Epigenetics of regeneration in the aging brain PROJECT SUMMARY This project is designed to investigate the maturational decline in regenerative capability in the rat central nervous system. Our working hypothesis is that the intrinsic capacity for axon or dendritic regeneration results from an age-related alteration of epigenetic factors that regulate the organization of chromatin and accessibility of genes associated with neuronal survival and process outgrowth. This study will directly link altered transcriptome and acetylation and methylation enzymatic activity with axotomy and collateral axonal sprouting in vivo. Furthermore, we will provide the first evidence for the maturation-induced changes in the epigenetic landscape that lead to loss of neuronal plasticity in vivo. Our long term goal is to reverse age-induced alterations in the epigenetic landscape to promote neuronal survival and process outgrowth in the mature mammalian CNS. Reversal of maturation associated inhibition of regeneration will provide an important tool for promoting, regulating and directing a functionally relevant regeneration event in humans following traumatic brain injury, ischemia or neurodegenerative disease. The principle goals of this project are as follows: Aim 1: We will use an unbiased approach to compare the transcriptome and epigenomic profile in young regenerating vs aged non-regenerating hypothalamic neurons Aim 2: We will test how CNTF-induced JAK/STAT3 signaling triggers epigenetic and transcriptional events to mediate neuronal survival and axonal outgrowth. Aim 3: To determine how the PI3K-AKT pathway mediates CNTF-induced process outgrowth. In addition to applying a novel and highly relevant model system to the study of maturational changes in the SON neural and astrocyte epigenome, we propose to utilize new and innovative methods to address our specific objectives. We will take advantage of laser capture microdissection to directly assess the methylation and acetylation status of young versus mature and sprouting versus non sprouting neurons and astrocytes isolated from SON in situ. We will also interpret this data in conjunction with analysis of alterations in enzymatic activity of specific Dnmts, 5-mC hydroxylase TET activity, histone acetyltransferase, histone de-acetyltransferase and histone methyltransferase in isolated SON under similar experimental conditions.
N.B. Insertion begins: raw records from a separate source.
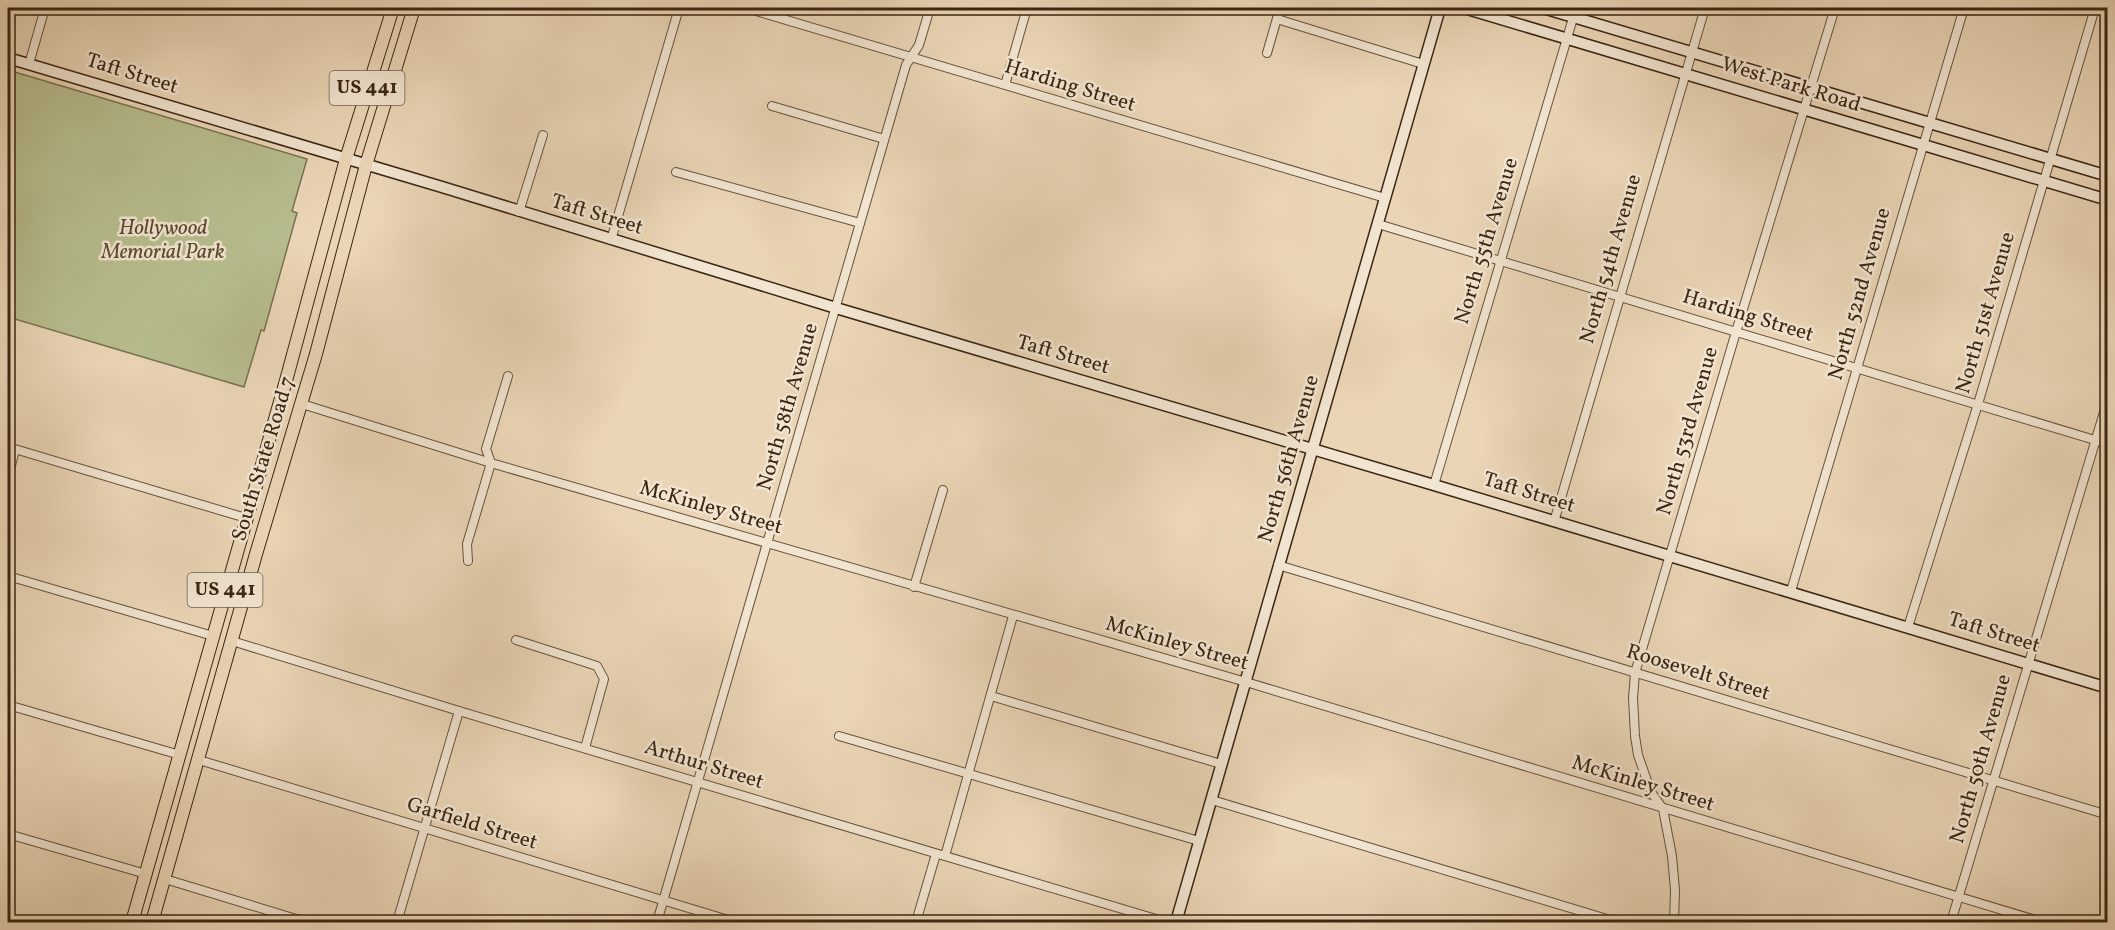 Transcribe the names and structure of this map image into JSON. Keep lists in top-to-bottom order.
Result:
{
  "streets": {
    "main road": ["US 441", "South State Road 7"],
    "street": [
      "Taft Street",
      "West Park Road",
      "Harding Street",
      "North 55th Avenue",
      "North 54th Avenue",
      "North 52nd Avenue",
      "North 51st Avenue",
      "North 58th Avenue",
      "North 53rd Avenue",
      "North 56th Avenue",
      "McKinley Street",
      "Roosevelt Street",
      "North 50th Avenue",
      "Arthur Street",
      "Garfield Street"
    ]
  },
  "crossings": [
    ["Taft Street", "North 55th Avenue"],
    ["Taft Street", "North 54th Avenue"],
    ["Taft Street", "North 52nd Avenue"],
    ["Taft Street", "North 51st Avenue"],
    ["Taft Street", "North 58th Avenue"],
    ["Taft Street", "North 53rd Avenue"],
    ["Taft Street", "South State Road 7"],
    ["Taft Street", "North 56th Avenue"],
    ["Taft Street", "North 50th Avenue"],
    ["West Park Road", "North 55th Avenue"],
    ["West Park Road", "North 54th Avenue"],
    ["West Park Road", "North 52nd Avenue"],
    ["West Park Road", "North 51st Avenue"],
    ["West Park Road", "North 53rd Avenue"],
    ["Harding Street", "North 55th Avenue"],
    ["Harding Street", "North 54th Avenue"],
    ["Harding Street", "North 52nd Avenue"],
    ["Harding Street", "North 51st Avenue"],
    ["Harding Street", "North 58th Avenue"],
    ["Harding Street", "North 53rd Avenue"],
    ["Harding Street", "North 56th Avenue"],
    ["Harding Street", "North 50th Avenue"],
    ["North 58th Avenue", "McKinley Street"],
    ["North 58th Avenue", "Arthur Street"],
    ["North 58th Avenue", "Garfield Street"],
    ["North 53rd Avenue", "McKinley Street"],
    ["North 53rd Avenue", "Roosevelt Street"],
    ["South State Road 7", "McKinley Street"],
    ["South State Road 7", "Arthur Street"],
    ["South State Road 7", "Garfield Street"],
    ["North 56th Avenue", "McKinley Street"],
    ["North 56th Avenue", "Roosevelt Street"],
    ["McKinley Street", "North 50th Avenue"],
    ["Roosevelt Street", "North 50th Avenue"]
  ],
  "parks": ["Hollywood Memorial Park"]
}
衰老大脑再生的表观遗传学 项目摘要 本项目旨在研究大鼠中枢神经再生能力的成熟性下降 系统我们的工作假设是，轴突或树突再生的内在能力是由一个神经元引起的。 调节染色质组织和基因可及性的表观遗传因子的年龄相关改变 与神经元存活和突起生长相关。这项研究将直接将改变的转录组与 乙酰化和甲基化酶活性与轴突切断和侧支轴突发芽。此外，委员会认为， 我们将为成熟诱导的表观遗传变化提供第一个证据， 体内神经元可塑性丧失。我们的长期目标是逆转年龄引起的表观遗传改变， 景观，以促进神经元的存活和过程生长在成熟的哺乳动物中枢神经系统。逆转 成熟相关的再生抑制将提供促进、调节和 在创伤性脑损伤、局部缺血或缺血后指导人的功能相关再生事件， 神经退行性疾病该项目的主要目标如下： 目的1：我们将使用无偏的方法比较年轻人的转录组和表观基因组谱 再生与老化非再生下丘脑神经元 目的2：我们将测试CNTF诱导的JAK/STAT 3信号传导如何触发表观遗传和转录 事件介导神经元存活和轴突生长。 目的3：确定PI 3 K-AKT通路如何介导CNTF诱导的突起生长。 除了应用一个新颖的和高度相关的模型系统来研究成熟的变化， SON神经和星形胶质细胞表观基因组，我们建议利用新的和创新的方法来解决我们的 具体目标。我们将利用激光捕获显微切割直接评估甲基化 和乙酰化状态的年轻与成熟和发芽与非发芽神经元和星形胶质细胞 从SON原位分离。我们还将结合对酶活性改变的分析来解释这些数据。 特异性Dnmts活性、5-mC羟化酶泰特活性、组蛋白乙酰转移酶、组蛋白脱乙酰转移酶 和组蛋白甲基转移酶在分离的SON在类似的实验条件下。